The boat is fairly heavy, for a dinghy, at 450lb (204kg), but this makes it stable too. And larger owners praise the capacious bow sections that allow a man to stand forward without tipping the craft; the low mast to deck ratio also keeps the boats upright at their moorings in weather. That shoal draught, with the barn­door rudder that does not extend deeper than the keel also makes them ideal for exploring creeks in sand­bar country; there are several aficionados who camper­cruise them. Some fleets, like the rainbow fleet of Nantucket, are famous.
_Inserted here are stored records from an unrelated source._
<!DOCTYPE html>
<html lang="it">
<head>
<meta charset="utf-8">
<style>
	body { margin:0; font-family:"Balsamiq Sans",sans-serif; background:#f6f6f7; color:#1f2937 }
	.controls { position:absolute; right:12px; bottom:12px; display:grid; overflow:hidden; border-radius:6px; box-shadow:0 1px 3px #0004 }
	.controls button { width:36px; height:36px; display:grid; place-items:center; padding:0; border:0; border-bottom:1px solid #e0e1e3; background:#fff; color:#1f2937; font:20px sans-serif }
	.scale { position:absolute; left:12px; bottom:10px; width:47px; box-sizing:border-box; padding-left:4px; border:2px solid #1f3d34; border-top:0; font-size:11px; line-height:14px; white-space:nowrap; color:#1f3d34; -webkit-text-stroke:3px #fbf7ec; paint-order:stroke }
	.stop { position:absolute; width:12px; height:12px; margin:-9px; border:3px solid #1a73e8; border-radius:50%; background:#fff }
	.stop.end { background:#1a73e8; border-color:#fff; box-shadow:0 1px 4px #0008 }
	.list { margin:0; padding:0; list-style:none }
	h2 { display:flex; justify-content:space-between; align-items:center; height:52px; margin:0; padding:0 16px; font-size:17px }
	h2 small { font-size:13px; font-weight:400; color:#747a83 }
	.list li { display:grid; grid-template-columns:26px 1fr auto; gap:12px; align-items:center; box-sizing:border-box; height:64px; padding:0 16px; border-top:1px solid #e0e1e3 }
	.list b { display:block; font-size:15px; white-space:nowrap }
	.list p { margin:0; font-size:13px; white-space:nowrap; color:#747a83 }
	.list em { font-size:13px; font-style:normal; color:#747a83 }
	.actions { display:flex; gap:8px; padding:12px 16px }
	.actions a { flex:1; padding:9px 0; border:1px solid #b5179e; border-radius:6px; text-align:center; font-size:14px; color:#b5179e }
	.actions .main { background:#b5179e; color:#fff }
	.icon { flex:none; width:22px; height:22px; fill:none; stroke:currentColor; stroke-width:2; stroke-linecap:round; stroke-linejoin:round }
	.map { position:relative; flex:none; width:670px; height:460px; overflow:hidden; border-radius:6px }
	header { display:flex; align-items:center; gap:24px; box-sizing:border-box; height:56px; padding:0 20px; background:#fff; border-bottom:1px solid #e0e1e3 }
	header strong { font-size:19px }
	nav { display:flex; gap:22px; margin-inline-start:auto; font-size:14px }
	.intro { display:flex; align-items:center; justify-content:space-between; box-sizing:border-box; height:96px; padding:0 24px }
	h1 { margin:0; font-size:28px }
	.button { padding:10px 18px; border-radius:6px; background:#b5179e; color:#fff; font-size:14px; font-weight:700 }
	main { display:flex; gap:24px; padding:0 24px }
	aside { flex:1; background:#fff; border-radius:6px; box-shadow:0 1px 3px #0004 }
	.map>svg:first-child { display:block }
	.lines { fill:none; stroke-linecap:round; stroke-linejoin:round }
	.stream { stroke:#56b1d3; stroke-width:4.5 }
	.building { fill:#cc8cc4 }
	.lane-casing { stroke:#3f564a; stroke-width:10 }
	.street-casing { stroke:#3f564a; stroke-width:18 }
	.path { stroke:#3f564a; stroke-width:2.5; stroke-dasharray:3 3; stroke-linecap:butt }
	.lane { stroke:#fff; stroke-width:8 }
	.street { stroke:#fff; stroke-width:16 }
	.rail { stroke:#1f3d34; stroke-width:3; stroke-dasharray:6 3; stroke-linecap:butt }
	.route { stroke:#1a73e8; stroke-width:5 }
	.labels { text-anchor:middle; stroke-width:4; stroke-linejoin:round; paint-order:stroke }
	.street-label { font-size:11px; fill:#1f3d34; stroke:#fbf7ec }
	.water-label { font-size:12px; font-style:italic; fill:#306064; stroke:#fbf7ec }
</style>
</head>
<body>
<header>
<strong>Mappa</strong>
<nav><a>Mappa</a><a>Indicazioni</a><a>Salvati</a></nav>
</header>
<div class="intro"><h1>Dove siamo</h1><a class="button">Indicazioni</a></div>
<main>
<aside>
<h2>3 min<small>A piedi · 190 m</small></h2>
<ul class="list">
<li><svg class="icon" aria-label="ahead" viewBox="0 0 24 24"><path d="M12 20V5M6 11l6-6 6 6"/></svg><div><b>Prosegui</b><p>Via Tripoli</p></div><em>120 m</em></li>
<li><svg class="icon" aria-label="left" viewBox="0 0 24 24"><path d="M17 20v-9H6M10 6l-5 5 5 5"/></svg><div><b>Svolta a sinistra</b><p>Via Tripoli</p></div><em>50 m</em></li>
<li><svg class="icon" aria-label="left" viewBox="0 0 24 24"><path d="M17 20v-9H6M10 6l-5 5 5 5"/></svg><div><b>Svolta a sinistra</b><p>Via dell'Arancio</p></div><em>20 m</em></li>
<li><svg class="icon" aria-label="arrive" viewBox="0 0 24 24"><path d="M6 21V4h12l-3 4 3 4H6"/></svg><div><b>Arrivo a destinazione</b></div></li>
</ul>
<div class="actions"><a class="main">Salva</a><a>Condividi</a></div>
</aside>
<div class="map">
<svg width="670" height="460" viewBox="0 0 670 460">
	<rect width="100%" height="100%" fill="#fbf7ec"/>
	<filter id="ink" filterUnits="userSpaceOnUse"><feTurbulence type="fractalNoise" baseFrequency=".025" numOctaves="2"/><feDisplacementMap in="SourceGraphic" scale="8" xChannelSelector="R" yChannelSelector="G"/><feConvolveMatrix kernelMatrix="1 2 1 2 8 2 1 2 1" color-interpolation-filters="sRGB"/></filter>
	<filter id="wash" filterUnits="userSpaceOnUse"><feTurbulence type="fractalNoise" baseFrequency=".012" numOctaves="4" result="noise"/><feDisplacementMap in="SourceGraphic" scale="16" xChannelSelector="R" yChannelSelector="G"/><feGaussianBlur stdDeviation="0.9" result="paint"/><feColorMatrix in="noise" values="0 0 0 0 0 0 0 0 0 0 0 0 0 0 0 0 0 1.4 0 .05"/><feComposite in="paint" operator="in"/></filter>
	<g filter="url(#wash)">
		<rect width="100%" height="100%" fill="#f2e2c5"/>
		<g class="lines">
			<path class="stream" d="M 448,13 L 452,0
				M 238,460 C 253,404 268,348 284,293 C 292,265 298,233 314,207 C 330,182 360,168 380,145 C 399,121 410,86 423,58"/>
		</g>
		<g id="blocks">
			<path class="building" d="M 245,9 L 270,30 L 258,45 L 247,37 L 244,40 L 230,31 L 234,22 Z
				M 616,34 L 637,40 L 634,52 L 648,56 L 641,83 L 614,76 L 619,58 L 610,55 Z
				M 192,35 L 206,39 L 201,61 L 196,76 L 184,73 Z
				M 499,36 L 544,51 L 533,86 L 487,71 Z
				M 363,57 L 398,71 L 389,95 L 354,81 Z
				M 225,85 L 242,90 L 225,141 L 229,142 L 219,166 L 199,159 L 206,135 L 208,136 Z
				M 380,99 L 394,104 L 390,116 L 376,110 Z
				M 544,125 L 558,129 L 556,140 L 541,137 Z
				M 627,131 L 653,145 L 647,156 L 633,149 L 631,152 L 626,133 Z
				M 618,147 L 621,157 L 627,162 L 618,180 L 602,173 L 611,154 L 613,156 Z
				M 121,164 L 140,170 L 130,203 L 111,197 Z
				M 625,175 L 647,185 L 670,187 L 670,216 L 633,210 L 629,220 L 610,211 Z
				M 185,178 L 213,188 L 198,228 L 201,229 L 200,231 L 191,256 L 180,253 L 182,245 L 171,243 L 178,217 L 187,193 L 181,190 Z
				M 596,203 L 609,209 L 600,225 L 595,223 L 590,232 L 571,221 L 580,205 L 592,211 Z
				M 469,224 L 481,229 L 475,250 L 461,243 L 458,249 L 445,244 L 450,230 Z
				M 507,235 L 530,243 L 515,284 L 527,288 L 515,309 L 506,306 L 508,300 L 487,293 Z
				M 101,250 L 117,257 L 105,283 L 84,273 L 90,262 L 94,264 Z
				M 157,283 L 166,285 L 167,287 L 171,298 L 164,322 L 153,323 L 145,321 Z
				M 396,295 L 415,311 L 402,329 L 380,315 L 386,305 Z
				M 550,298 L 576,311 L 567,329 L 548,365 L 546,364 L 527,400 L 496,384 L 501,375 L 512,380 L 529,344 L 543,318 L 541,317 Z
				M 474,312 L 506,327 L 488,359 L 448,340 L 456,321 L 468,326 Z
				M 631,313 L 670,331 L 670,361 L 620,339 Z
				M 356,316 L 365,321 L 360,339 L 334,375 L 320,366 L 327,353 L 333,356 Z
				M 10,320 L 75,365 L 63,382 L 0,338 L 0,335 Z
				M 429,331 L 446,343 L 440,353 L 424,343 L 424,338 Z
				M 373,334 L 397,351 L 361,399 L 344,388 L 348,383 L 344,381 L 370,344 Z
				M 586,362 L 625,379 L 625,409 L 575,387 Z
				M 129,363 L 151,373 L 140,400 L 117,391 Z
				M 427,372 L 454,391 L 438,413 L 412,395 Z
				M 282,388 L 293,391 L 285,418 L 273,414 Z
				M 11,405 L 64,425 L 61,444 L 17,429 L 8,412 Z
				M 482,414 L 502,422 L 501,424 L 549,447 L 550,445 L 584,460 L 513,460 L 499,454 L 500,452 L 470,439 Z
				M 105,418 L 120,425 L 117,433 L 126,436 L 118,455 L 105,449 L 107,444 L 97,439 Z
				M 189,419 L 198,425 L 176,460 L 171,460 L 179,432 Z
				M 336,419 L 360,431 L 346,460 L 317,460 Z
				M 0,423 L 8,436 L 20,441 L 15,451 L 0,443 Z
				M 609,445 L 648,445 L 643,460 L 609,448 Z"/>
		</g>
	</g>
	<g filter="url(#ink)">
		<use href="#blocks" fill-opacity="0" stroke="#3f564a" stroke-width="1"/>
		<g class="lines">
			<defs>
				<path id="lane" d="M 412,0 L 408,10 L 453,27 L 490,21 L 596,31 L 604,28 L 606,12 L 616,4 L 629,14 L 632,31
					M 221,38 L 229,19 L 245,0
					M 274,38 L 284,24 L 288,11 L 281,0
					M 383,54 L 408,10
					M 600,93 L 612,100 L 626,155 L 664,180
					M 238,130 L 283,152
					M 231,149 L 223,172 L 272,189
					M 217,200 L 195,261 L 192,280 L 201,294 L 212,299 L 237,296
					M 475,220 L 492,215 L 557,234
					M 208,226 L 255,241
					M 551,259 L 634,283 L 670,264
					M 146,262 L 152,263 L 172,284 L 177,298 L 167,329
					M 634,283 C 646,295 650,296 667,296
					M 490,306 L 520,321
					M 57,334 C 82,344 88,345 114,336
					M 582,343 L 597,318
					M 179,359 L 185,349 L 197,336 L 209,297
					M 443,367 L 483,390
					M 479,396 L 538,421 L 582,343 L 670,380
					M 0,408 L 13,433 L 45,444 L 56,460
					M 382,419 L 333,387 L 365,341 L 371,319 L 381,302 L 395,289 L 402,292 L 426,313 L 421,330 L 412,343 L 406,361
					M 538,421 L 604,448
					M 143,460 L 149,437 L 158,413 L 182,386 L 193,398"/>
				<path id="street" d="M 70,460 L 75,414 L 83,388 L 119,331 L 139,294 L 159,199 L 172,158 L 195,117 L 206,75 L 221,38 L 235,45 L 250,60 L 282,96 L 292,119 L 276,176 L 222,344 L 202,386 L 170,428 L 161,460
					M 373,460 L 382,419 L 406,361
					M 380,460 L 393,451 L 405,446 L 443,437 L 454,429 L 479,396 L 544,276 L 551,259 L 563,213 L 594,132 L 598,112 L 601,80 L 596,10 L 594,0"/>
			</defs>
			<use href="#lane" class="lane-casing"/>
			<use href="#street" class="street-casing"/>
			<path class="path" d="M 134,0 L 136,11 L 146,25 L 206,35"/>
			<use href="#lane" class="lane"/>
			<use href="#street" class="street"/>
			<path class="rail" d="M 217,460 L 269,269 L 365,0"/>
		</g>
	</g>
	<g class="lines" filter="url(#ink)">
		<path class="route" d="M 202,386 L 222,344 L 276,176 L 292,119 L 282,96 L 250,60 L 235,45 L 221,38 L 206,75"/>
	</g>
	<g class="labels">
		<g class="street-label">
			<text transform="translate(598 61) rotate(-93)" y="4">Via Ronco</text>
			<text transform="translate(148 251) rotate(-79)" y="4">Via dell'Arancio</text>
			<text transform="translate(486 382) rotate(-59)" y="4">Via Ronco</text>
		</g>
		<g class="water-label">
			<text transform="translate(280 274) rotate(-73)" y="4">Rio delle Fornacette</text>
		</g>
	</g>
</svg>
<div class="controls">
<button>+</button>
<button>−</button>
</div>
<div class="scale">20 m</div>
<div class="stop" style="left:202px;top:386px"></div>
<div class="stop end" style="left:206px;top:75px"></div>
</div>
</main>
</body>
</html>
Bill took over Beetle in 2003. The company had by then moved to South Dartmouth after the last family member ­ Ruth Beetle, famously a school teacher as well as a boatwright ­ had seen it through the 1930s. Her brother Carl sold it to the Concordia (yawl) Company after the Second World War and they had run it as a separate division from the yacht business, making some 50 boats a year, overseen largely by Leo J Telesmanick, a legendary craftsman who ran it through to 1983. Leo made a few improvements ­ most notably upgrading the fastenings from galvanised iron to bronze in 1973. The company was still making 25 or so boats a year in the 1990s, under Charlie York, who’d trained with Leo. At a spry 71, Bill Womack, a civil engineer by trade, describes himself as:

"Someone who should be retired, but I’m still working my ass off!" Alabama-born Bill decided to move Beetle away from the waterfront to Wareham where there was more space to expand. The company offers winter storage facilities for Beetle boats, with a maintenance programme that ensures your pride and joy gets back in the water each spring in tip­top condition. "We keep them in tobacco barns with pine sidings to let the air through," Bill explains in his engaging southern drawl. They can squeeze 110 boats into one barn and will even drive out to collect boats locally. The service starts at around $425 per year and is clearly a boon to the business in times when new boats are expensive. A deluxe version of this service, at $2,000, involves remedial work. "But if they do that then they get the boat back up good in a couple of seasons," says Bill.

At the side of one barn there are four "ponds" where boats can take up so that they are watertight on launch. It’s a simple thing but ensures no sinkings as the boats get back out onto their summer moorings.

New boats are being built too, about 10 per year, and of the same clear grain white cedar and oak that Beetle has sourced for nearly two centuries. They are made the same way, using pre­machined parts formed on the original mould. The business employs five craftsmen with Michelle Buoniconto running the office. Head craftsman Bill Sauerbrey also designed the Beetle 14 in 2007, which has thwarts to sit on and expands the rig to 180sqft (16.7m2). "It’s bigger for the baby boomers to get into," comments Bill wryly. The new 14 costs $35,350 (£22,550), which is a baby booming step up from the $17,495 (£11,160) of the 12 ­ reflecting much more boat in those two extra feet.

"We sell a 40­year boat here," assures Bill. "If you store her properly over the winter, then the materials and construction are good for at least that longevity." Bill’s passion for the class extends to providing a room for the association to use, and so the memories of the class are here too. Clearly the pretty, ubiquitous Beetle Cats are in fine form.